Assigned task = Set down exactly the lines below between the line holding "function trace(path, color, width, dash)" and the line holding "context.font = font", inclusive; no other line belongs in the answer.

----------------

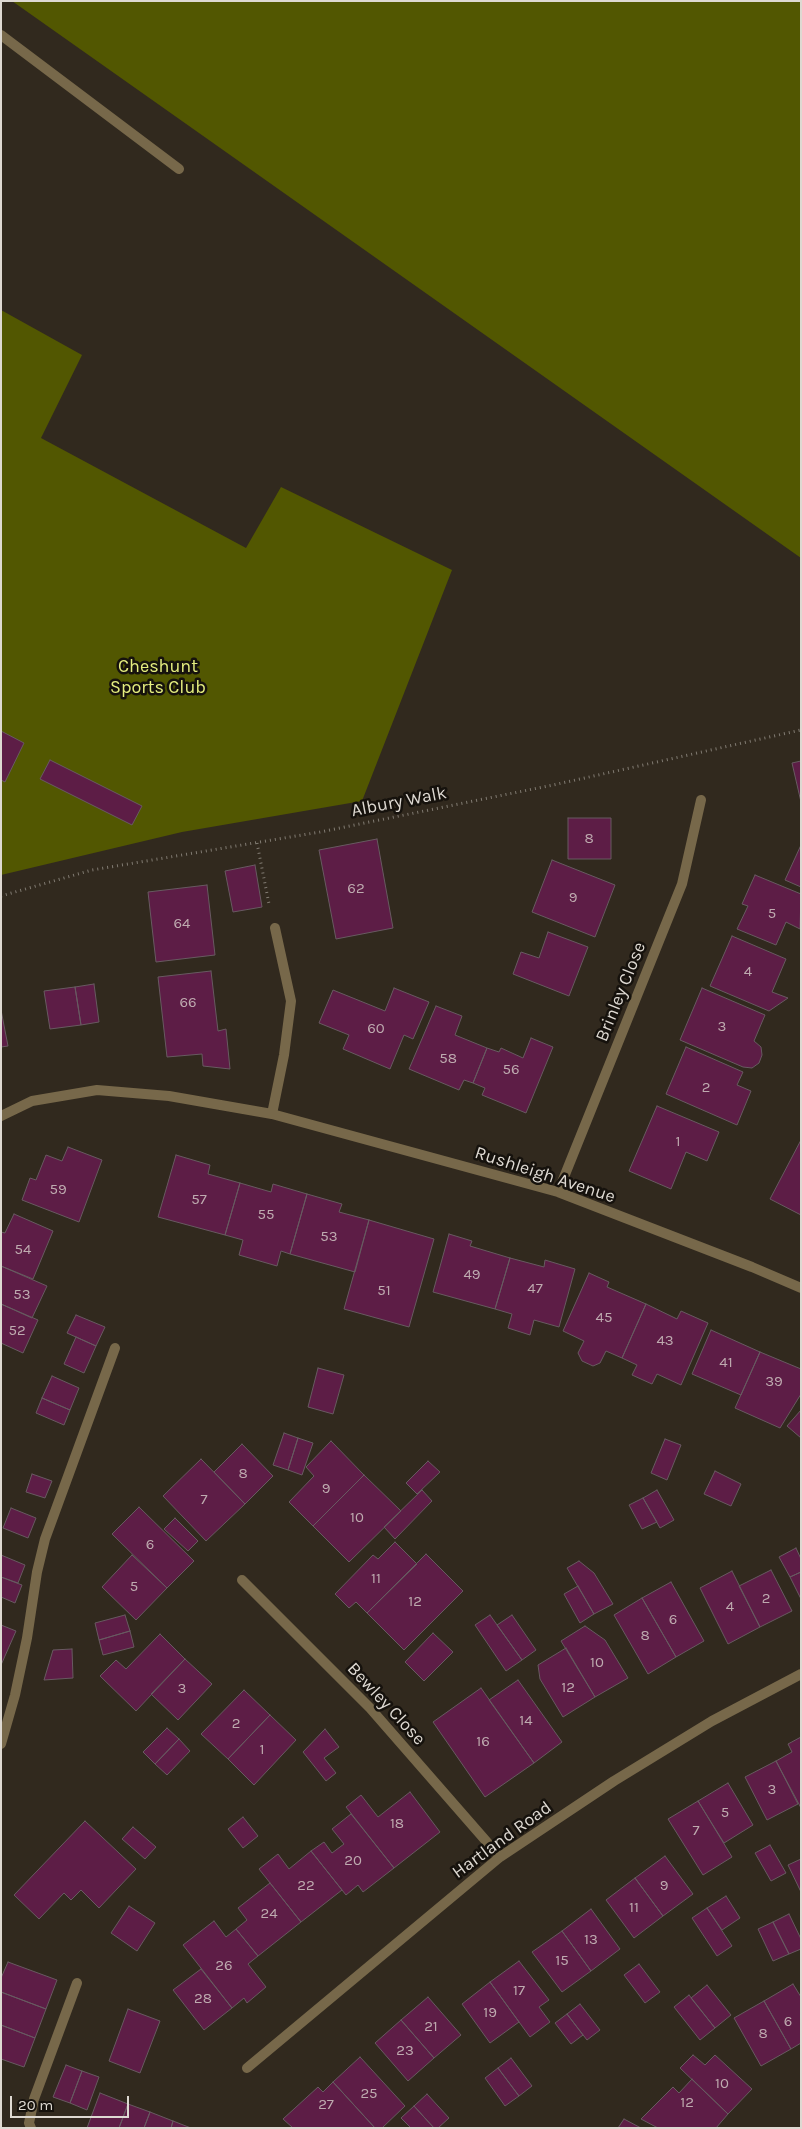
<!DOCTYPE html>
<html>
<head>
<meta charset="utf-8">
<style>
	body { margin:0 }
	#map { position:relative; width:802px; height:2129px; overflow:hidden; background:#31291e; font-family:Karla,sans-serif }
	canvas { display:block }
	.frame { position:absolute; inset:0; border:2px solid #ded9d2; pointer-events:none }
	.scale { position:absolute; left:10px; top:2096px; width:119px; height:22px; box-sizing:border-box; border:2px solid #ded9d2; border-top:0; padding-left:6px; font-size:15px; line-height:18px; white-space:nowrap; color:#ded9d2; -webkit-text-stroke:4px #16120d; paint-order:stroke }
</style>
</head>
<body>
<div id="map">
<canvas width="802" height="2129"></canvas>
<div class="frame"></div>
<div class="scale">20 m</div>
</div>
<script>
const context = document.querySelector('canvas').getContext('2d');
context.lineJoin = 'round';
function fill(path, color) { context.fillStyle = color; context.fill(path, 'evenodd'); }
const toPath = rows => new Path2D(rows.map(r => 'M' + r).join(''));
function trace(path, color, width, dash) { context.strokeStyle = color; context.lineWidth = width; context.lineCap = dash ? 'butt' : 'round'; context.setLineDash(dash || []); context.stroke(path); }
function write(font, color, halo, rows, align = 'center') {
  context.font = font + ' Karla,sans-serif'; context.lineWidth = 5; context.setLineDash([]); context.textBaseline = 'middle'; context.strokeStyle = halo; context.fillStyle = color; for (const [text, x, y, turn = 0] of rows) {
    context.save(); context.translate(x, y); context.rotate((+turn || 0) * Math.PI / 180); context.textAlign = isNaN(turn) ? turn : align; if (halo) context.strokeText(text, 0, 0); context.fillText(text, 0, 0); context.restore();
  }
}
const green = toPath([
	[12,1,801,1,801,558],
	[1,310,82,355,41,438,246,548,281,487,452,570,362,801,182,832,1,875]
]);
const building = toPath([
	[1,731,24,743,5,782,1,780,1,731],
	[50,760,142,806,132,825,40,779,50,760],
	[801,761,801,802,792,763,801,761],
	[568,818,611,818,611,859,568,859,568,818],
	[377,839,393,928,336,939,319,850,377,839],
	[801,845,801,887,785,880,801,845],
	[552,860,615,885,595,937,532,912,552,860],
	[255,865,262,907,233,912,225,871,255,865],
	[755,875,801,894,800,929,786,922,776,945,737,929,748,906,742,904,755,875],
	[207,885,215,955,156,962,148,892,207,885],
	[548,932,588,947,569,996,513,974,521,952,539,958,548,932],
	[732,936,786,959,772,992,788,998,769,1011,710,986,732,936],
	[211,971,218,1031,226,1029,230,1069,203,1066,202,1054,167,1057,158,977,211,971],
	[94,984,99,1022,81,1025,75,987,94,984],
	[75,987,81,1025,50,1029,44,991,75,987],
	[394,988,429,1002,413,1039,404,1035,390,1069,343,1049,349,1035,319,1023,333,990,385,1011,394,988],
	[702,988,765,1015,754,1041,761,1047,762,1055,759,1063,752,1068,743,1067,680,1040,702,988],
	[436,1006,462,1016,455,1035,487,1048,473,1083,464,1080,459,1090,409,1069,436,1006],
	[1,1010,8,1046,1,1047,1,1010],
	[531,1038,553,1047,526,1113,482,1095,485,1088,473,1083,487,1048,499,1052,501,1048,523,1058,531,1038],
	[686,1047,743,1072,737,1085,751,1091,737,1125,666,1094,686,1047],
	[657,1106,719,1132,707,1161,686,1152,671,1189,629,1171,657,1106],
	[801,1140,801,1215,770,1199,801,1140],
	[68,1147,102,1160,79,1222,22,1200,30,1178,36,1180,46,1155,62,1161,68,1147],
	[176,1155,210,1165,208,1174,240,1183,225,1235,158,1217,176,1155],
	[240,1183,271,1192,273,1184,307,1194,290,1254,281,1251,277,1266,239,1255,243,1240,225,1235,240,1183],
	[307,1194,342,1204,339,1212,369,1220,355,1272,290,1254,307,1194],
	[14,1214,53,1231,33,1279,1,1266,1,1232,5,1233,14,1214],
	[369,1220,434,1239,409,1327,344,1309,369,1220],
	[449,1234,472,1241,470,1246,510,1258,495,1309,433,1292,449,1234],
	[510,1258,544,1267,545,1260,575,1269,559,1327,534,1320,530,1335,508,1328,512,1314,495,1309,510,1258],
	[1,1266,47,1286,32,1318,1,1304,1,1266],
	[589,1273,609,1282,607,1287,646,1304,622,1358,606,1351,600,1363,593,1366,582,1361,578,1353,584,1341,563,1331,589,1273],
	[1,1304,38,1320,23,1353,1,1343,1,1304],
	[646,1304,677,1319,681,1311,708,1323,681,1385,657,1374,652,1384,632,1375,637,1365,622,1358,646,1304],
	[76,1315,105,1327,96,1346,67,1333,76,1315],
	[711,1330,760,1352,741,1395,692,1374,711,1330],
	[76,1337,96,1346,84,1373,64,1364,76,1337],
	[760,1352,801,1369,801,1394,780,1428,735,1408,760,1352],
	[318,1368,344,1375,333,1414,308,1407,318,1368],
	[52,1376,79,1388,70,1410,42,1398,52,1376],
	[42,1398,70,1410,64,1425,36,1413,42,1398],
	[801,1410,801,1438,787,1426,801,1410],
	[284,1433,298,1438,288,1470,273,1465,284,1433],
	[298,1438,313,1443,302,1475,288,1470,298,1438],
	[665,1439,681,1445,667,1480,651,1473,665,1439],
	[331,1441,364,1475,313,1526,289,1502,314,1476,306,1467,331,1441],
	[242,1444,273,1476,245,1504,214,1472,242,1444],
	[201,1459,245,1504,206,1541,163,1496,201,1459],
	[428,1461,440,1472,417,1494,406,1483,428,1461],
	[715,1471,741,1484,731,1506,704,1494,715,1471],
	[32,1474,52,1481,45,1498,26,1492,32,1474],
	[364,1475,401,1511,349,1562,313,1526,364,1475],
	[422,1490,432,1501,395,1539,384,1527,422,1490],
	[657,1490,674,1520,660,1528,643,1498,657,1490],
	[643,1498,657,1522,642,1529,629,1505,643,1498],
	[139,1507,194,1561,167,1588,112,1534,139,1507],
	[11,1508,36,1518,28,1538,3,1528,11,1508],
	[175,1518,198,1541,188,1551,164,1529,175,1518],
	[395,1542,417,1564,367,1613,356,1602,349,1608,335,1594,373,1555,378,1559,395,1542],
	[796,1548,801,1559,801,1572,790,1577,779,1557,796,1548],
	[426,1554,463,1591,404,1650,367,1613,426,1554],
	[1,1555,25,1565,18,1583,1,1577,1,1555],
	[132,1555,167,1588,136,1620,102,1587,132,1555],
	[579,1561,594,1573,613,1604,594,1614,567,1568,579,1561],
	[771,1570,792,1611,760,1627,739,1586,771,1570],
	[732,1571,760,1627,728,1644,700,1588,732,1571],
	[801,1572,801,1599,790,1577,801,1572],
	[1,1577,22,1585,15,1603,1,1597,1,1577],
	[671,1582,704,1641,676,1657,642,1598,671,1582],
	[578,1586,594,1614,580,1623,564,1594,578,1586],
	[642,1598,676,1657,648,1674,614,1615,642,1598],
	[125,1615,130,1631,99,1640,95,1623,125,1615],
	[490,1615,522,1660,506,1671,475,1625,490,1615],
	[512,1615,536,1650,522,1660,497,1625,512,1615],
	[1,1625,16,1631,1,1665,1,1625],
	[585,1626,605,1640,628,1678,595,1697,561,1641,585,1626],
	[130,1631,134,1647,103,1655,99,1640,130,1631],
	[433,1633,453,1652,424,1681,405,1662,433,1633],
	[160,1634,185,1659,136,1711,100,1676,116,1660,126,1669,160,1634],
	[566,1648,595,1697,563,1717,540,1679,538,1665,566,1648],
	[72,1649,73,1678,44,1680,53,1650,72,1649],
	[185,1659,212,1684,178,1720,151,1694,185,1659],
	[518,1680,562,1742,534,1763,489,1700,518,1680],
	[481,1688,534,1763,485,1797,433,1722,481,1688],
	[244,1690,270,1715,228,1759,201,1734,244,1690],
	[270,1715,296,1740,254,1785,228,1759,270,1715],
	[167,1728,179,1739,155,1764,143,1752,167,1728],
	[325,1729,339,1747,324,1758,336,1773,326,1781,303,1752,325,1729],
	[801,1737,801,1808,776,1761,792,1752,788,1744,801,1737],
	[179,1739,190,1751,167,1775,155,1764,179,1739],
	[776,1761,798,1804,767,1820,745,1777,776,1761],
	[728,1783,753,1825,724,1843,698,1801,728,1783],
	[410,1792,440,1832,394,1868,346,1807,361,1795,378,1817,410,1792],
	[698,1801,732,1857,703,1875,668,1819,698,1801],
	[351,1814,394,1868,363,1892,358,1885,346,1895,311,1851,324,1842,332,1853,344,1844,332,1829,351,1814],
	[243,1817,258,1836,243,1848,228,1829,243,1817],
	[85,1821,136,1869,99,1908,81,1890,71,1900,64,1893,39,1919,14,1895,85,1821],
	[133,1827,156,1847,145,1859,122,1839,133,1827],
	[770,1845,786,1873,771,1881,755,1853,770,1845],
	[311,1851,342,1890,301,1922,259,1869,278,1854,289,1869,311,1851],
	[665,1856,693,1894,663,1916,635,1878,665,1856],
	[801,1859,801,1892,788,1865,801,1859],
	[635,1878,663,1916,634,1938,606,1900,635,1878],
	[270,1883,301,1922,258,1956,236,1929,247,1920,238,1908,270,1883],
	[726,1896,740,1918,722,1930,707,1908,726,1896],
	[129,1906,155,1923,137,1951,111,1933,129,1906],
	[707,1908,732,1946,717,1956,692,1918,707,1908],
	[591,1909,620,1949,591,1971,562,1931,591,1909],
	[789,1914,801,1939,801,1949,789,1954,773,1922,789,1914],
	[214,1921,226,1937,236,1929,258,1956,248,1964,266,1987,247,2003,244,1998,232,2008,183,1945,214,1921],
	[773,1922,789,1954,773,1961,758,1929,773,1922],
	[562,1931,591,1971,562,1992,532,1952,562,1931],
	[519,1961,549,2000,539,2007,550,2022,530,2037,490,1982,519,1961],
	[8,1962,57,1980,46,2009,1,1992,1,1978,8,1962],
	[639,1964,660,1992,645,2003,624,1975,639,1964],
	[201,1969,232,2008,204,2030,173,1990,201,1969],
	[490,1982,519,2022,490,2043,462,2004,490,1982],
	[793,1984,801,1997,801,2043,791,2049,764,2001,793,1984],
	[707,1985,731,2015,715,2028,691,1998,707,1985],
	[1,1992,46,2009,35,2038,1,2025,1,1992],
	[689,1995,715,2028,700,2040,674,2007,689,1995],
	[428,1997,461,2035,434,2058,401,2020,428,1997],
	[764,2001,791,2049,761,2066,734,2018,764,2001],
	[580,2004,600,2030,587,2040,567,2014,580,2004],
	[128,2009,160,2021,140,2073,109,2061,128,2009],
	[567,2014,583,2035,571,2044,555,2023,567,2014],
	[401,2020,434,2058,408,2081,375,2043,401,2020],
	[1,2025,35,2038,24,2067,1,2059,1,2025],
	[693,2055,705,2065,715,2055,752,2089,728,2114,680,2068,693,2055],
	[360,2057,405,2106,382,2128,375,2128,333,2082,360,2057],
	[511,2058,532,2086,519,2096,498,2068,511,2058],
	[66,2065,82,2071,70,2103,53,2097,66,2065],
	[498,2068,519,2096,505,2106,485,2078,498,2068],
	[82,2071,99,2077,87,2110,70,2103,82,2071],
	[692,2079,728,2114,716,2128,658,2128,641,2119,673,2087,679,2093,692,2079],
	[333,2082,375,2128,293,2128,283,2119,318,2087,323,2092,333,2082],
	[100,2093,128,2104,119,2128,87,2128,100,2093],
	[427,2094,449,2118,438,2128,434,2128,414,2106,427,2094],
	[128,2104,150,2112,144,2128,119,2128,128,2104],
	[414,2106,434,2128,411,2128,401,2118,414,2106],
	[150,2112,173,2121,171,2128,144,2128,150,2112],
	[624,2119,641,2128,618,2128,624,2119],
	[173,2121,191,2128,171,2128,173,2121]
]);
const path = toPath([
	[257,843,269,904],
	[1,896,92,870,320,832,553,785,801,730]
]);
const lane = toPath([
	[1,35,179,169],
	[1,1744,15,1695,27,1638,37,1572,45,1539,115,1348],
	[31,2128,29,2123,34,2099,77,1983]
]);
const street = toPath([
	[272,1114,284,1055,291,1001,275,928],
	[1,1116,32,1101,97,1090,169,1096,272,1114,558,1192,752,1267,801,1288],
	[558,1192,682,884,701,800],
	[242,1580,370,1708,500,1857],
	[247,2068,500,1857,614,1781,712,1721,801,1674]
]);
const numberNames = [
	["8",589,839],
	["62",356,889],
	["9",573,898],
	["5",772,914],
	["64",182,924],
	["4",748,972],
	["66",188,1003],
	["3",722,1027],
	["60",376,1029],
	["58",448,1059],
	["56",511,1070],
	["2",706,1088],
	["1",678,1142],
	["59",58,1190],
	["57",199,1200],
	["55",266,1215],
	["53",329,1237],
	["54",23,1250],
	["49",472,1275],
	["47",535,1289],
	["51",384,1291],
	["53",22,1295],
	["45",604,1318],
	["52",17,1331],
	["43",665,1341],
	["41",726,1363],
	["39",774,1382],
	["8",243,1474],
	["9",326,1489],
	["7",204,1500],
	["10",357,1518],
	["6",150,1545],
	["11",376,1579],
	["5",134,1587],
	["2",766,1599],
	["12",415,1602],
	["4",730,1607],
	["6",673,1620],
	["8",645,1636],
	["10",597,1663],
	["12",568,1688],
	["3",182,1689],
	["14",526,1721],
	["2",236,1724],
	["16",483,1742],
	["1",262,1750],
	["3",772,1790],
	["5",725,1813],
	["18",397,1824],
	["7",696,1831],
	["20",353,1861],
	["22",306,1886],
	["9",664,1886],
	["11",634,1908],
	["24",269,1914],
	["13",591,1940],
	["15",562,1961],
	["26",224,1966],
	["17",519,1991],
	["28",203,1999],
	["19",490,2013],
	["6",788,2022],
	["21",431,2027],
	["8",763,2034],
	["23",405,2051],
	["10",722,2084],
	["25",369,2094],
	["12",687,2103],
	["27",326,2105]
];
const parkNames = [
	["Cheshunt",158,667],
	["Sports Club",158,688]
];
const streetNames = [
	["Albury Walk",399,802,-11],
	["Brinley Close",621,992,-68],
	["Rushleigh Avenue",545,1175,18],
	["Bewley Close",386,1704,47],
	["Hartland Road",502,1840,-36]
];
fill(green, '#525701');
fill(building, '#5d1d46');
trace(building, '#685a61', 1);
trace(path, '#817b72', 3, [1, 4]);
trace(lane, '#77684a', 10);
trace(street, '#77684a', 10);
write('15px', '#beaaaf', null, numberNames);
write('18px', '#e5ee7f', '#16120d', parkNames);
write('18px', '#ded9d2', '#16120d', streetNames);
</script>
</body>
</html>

----------------

Solution for this problem =
function trace(path, color, width, dash) { context.strokeStyle = color; context.lineWidth = width; context.lineCap = dash ? 'butt' : 'round'; context.setLineDash(dash || []); context.stroke(path); }
function write(font, color, halo, rows, align = 'center') {
  context.font = font + ' Karla,sans-serif'; context.lineWidth = 5; context.setLineDash([]); context.textBaseline = 'middle'; context.strokeStyle = halo; context.fillStyle = color; for (const [text, x, y, turn = 0] of rows) {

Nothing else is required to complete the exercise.